What we want to say to election candidates . . . and what we actually say

Published in the Herald January 14

 

The secret ballot is the best invention in human history. It means we can all be honest in our votes. We don’t have to worry about what others think of our choice at election time, about potentially losing work or friends because our politics are deemed somehow faulty. In some countries, indeed, the secret ballot can save your life and liberty.

And let’s face it: we’re all complete cowards anyway. As the first general election in four years looms on the horizon, I am reminded again of the vast chasm between what we want to say to politicians when they come canvassing for votes – and what we actually say.

Maybe it’s the in-built Irish terror of any sort of confrontation – urgh, the awkwardness! – but personally, I now can’t imagine tearing into any candidate to their face over the next few weeks. Which is sort of a contradiction, because for the last four years I’ve been doing exactly that: imagining all the caustic, hostile and uncomfortable things I’d say to them when they knocked on the door.

You know yourself: any time something goes wrong with how this country is run, the default reaction is something like, “Wait until any of that shower come asking for my vote! I’ll give them a piece of my mind!”

You picture the scene as it will undoubtedly unfold: the hapless politico and band of supporters cowering in shame and terror as you impersonate Atticus Finch with a brilliant and devastating “j’accuse!” of their many failings. How satisfying it will be, you tell yourself. Years of pent-up anger and frustration unleashed in one almighty yawp of condemnation.

In reality, I open the door to, say, a member of the government party and instead of launching into a diatribe about the ongoing snafu in housing, health or broadband that’s slower than a lame turtle taking it nice and handy on his morning walk around the park, I’ll mutter a few banal words along the lines of “Uh, okay, yeah, I’ll give you a tick, no bother.”

It doesn’t even have to be a Fine Gael TD. The local Fianna Fáiler could come a-rapping on my door, and rather than metaphorically rip their head off over bankrupting the state in 2010 and generally being a cabal of sneaky weasels lining each other’s pockets for the last 80 years, I’ll nod and hum and promise to maybe think about giving them a vote.

Am I being dishonest? Ah, yeah. I’d have to admit that. But what can you do? As I said, it’s an Irish thing. Most of us are simply not programmed for any level of confrontation.

Presumably Germans, Americans, Poles and other races who tend to be more direct in their conversation don’t have a problem with critiquing politicians in person. And I’d imagine that the candidates, in turn, don’t mind too much being reproached by voters.

For us Irish, though, even the thought of it brings on a cold sweat. And canvassers would probably feel it was a bit “bad form” of you; that’s just not the way we do things here, like.
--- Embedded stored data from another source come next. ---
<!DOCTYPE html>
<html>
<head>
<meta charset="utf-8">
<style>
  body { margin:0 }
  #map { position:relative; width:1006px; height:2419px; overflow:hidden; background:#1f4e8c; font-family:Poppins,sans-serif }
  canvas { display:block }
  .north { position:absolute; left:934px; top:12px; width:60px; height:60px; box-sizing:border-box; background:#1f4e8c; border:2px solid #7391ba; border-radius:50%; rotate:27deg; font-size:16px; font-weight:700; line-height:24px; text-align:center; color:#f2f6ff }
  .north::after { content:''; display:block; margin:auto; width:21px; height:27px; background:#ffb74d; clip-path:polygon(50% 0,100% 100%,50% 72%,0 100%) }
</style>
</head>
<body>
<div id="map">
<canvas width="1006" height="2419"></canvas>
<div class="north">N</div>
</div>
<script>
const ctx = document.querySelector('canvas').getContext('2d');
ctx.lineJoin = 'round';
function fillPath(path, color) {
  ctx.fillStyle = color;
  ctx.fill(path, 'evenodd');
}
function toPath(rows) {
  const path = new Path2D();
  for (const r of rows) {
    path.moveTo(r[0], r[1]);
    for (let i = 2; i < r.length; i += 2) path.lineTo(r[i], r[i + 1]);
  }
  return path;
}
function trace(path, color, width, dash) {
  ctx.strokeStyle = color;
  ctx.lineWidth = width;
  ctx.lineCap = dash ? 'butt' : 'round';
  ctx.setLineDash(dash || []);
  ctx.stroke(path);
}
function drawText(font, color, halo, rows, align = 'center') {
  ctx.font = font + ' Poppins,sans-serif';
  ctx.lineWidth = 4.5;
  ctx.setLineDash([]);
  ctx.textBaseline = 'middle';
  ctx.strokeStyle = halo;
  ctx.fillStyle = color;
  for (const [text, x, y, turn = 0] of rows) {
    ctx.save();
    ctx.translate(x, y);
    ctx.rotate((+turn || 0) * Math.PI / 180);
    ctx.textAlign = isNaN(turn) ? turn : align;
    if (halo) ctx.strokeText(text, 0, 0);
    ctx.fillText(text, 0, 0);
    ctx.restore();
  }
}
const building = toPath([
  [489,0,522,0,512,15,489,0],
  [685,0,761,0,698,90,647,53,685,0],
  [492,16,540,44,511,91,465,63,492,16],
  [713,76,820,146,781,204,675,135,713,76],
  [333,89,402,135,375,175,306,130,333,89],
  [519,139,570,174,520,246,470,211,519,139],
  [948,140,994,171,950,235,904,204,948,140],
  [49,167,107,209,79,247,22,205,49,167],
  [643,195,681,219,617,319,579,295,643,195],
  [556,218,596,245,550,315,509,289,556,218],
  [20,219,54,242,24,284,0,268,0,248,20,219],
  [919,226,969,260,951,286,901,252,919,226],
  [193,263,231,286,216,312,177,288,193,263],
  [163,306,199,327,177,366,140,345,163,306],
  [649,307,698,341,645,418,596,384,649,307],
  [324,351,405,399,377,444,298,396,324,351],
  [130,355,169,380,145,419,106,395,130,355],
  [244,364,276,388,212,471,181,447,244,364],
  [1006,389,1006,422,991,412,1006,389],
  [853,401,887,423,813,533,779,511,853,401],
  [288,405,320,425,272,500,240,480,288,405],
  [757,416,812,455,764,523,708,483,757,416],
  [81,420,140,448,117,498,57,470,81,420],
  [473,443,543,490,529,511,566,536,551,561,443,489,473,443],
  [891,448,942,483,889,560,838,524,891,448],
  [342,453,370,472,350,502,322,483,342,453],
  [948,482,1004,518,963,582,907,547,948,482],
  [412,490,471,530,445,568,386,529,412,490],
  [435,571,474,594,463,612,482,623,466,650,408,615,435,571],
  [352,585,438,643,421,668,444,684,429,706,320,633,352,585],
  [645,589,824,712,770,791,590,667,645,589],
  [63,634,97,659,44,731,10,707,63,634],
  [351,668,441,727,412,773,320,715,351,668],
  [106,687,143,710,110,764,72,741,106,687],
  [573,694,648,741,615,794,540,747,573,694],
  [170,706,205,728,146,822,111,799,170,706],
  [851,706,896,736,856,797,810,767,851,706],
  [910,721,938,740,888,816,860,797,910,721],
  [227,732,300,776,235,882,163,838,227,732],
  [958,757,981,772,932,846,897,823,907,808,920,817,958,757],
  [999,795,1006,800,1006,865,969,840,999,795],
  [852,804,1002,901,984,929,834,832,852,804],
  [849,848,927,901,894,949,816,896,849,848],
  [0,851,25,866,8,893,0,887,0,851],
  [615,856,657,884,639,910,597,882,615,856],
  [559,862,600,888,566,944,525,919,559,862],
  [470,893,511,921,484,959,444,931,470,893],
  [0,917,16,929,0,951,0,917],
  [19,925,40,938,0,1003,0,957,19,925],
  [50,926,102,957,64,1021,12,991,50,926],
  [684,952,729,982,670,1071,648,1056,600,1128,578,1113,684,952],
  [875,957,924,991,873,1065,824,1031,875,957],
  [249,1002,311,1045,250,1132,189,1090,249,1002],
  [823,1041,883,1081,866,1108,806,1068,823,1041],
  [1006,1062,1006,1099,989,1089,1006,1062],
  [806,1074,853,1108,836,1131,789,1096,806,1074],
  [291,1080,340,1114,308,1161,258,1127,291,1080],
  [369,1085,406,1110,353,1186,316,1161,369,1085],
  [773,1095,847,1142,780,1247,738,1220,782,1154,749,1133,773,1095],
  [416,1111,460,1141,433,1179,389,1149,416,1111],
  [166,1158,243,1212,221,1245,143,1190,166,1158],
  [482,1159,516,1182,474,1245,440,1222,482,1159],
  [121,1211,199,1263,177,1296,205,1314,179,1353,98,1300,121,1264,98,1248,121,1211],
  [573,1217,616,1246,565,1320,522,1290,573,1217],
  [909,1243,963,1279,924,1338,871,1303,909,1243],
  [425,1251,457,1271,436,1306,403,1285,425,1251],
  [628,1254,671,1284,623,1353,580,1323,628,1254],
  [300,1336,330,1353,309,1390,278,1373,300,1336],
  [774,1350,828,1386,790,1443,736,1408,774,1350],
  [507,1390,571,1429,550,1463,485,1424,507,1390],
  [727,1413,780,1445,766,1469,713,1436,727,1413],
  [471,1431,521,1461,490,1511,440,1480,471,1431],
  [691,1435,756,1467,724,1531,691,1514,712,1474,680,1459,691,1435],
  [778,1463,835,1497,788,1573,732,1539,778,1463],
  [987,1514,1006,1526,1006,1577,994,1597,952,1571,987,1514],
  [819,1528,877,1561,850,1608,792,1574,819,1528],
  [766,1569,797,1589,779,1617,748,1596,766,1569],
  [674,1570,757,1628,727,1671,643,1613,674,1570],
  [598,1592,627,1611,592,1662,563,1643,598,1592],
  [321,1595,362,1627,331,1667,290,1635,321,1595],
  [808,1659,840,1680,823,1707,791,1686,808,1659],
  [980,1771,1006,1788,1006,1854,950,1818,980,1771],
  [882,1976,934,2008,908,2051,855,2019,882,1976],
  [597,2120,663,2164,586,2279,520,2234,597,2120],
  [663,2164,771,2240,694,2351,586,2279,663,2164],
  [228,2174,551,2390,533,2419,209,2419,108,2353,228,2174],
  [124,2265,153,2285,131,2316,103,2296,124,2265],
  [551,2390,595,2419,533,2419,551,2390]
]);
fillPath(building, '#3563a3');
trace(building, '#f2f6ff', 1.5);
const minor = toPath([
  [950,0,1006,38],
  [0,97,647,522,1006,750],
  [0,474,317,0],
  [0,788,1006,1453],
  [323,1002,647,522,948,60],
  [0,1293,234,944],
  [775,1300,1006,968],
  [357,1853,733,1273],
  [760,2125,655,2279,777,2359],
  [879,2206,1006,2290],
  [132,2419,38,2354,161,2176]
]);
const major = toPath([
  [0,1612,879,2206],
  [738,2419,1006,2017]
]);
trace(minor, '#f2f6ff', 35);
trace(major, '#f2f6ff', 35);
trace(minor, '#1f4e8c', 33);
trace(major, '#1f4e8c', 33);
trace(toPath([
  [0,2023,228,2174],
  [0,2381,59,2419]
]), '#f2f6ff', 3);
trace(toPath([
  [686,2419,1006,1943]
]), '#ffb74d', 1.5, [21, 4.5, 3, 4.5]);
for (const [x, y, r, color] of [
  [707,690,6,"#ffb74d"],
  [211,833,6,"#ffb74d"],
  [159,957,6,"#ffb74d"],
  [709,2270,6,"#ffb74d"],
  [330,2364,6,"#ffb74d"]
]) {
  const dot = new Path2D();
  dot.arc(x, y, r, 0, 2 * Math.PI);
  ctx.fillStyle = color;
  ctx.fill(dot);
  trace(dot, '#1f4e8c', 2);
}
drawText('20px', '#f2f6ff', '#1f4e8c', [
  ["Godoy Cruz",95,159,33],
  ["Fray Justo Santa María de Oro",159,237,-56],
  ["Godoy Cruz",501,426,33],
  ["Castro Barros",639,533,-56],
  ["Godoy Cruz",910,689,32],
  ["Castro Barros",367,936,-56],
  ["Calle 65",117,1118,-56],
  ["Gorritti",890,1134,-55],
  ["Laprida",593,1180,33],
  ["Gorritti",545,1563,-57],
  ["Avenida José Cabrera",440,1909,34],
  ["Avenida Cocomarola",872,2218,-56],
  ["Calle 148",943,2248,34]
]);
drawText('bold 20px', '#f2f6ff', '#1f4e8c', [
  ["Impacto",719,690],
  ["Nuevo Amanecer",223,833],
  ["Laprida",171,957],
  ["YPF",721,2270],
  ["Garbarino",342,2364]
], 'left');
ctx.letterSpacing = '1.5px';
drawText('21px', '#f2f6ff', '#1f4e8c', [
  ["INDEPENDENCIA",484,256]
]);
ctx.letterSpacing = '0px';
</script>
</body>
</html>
I can imagine their hurt little faces as I ask what the hell they’ve achieved for the area since the last general election, or test them on their policies, or demand they do something about whatever issue has been grinding my gears since 2016.

“Why is he being like this?” you can almost hear them thinking. “Doesn’t he know that Irish people never say what they mean?”

Ah stop, it’d be like torturing a puppy. I simply can’t do it.

Actually what I’d really love is to have the brass neck to ask a series of surreal, bizarre, abstract and irrelevant questions of each politician at my doorstep. Forget about the usual “what can your lot do for us” or “you promised to bring such-and-such to this town the last time and now where is it” type stuff.

Far more amusing – to me at least – would be questions such as: what is the meaning of life? Does God exist, and if so, is he/she/it interventionist or non-interventionist? Where do you stand on the time-honoured Marx-v-Hegel philosophical conundrum?

How will the county’s hurlers go this year? Should a man always wear a watch with a suit, even if he doesn’t normally wear one? What’s the best way to get blood out of a top if it needs to go on a low-temperature wash? (Asking that one for a friend.)

Have you seen John Wick 3? Follow-up question: if yes, what did you think of it? Follow-up to the follow-up: do you not feel that the franchise has jumped the shark a bit and they should have stopped at John Wick 2?

I won’t be doing any of that, though. I’ll stare at the ground, accept their election pamphlet that I won’t even look at before throwing it in the recycling, and assure them that, yes, I will most certainly give you an ould vote. Oh, I hate myself sometimes.